__EXERCISE REQUIREMENTS__
All lines below containing "solid" are to be listed.

- - -

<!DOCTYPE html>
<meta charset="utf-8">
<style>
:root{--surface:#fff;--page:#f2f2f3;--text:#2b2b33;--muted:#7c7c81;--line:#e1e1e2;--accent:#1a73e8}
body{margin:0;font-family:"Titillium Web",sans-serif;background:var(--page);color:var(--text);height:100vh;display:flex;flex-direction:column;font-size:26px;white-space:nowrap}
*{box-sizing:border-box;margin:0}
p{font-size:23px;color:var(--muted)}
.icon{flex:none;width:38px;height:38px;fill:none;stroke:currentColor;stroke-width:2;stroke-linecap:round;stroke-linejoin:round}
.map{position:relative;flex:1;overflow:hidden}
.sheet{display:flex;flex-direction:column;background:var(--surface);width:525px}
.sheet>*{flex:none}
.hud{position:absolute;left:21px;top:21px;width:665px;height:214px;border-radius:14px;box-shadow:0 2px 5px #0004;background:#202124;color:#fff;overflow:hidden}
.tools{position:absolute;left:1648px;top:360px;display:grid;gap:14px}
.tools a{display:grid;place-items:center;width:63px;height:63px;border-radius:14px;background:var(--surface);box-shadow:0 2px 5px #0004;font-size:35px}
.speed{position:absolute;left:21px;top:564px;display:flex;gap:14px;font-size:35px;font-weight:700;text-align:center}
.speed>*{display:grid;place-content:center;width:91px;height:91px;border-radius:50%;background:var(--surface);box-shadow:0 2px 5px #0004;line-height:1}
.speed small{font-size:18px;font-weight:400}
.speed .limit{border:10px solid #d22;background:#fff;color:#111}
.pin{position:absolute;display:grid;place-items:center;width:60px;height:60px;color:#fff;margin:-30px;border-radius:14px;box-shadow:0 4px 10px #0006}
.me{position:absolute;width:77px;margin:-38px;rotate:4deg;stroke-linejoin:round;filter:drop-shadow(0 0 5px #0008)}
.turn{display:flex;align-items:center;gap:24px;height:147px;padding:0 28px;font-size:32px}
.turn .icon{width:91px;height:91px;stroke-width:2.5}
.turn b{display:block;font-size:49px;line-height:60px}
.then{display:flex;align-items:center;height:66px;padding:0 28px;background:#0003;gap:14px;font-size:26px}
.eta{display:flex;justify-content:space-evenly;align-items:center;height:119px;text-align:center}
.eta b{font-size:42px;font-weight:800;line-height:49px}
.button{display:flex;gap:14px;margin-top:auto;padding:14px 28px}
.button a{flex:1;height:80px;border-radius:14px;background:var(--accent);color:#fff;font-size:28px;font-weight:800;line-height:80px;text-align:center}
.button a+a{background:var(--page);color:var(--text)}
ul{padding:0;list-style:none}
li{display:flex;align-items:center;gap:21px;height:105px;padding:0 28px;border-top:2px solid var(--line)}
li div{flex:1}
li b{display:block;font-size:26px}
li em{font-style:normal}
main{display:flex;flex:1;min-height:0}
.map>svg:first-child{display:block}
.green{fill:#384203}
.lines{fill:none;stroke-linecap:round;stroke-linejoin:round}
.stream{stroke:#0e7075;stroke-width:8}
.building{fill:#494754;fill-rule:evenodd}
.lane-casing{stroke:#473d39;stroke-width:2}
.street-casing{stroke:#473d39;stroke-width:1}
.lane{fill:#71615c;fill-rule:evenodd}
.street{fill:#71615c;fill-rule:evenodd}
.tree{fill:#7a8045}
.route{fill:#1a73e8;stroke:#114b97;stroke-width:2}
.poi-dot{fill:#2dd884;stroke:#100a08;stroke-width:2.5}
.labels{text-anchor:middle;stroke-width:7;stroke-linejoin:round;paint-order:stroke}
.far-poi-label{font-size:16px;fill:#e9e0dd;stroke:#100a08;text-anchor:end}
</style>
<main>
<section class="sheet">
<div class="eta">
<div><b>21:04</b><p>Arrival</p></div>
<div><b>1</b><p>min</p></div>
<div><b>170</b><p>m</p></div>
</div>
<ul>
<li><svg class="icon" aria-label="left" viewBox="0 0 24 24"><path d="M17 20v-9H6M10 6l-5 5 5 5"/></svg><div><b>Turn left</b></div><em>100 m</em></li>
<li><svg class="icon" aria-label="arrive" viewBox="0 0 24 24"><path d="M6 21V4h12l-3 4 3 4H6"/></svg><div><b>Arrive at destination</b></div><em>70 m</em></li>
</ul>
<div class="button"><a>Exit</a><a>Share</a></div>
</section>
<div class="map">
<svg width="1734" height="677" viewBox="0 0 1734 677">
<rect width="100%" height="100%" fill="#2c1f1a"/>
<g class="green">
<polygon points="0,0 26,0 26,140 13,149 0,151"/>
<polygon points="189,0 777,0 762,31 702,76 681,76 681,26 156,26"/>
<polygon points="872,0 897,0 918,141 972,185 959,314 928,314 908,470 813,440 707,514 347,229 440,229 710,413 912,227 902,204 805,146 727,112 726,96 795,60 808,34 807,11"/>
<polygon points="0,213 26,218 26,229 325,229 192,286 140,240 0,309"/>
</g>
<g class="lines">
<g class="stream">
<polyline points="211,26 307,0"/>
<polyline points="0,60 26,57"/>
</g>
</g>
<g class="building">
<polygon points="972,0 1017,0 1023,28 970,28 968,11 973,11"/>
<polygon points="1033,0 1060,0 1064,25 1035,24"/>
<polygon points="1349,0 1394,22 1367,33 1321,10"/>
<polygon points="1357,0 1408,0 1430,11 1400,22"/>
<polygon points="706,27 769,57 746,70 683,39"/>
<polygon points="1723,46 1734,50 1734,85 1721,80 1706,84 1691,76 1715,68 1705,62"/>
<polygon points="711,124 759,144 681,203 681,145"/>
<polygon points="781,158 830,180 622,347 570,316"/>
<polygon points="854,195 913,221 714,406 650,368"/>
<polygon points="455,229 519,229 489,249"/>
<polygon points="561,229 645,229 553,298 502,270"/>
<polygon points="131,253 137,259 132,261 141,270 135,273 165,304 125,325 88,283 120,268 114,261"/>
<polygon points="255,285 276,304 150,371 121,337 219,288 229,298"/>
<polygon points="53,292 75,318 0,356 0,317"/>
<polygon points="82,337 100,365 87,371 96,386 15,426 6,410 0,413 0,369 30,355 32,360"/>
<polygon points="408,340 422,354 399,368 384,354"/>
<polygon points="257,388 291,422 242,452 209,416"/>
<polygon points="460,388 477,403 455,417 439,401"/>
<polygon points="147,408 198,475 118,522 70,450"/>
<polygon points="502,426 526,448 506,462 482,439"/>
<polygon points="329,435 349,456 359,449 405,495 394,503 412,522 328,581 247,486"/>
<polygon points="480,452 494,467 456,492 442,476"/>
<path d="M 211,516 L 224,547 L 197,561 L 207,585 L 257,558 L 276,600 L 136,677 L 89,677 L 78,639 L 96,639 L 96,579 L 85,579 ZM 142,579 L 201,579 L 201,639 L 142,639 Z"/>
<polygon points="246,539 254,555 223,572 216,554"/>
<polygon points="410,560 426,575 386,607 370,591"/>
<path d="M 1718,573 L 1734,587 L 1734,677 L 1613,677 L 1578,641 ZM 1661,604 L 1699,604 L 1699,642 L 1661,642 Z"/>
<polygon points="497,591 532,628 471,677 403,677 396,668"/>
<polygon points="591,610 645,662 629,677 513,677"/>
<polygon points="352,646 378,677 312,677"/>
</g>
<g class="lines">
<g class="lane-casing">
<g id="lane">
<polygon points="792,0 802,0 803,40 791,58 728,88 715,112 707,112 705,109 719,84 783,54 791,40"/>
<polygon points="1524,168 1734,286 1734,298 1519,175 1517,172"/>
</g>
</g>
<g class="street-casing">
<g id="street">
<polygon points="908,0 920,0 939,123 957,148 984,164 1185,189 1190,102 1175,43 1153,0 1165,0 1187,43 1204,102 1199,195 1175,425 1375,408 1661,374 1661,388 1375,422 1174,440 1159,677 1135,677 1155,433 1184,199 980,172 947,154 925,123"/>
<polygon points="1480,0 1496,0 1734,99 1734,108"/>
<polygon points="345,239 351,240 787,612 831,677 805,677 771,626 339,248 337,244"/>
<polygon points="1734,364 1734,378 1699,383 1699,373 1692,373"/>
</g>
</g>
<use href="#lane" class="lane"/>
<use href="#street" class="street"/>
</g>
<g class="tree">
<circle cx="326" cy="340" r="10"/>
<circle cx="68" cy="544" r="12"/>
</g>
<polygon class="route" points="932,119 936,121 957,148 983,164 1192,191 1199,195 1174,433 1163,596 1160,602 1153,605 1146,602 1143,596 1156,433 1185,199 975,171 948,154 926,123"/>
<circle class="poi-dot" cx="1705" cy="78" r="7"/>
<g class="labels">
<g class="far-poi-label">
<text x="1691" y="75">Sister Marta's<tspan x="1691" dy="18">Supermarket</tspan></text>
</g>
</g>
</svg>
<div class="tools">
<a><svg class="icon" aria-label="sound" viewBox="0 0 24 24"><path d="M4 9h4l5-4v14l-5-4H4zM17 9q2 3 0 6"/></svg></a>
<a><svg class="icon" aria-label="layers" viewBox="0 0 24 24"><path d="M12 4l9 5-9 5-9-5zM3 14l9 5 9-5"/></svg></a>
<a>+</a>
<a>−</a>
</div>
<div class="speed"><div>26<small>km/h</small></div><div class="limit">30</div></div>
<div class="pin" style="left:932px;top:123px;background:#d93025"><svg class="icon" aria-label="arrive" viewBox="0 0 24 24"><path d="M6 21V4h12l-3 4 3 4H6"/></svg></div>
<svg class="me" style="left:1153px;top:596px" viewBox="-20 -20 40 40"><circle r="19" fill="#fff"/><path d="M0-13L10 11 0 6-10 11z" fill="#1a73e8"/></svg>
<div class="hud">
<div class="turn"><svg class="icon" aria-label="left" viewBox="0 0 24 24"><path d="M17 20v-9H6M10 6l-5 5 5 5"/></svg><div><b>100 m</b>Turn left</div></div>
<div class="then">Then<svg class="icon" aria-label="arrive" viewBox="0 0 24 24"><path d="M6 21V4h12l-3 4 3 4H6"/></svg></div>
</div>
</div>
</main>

- - -

__SOLUTION TO THIS PROBLEM__
.speed .limit{border:10px solid #d22;background:#fff;color:#111}
li{display:flex;align-items:center;gap:21px;height:105px;padding:0 28px;border-top:2px solid var(--line)}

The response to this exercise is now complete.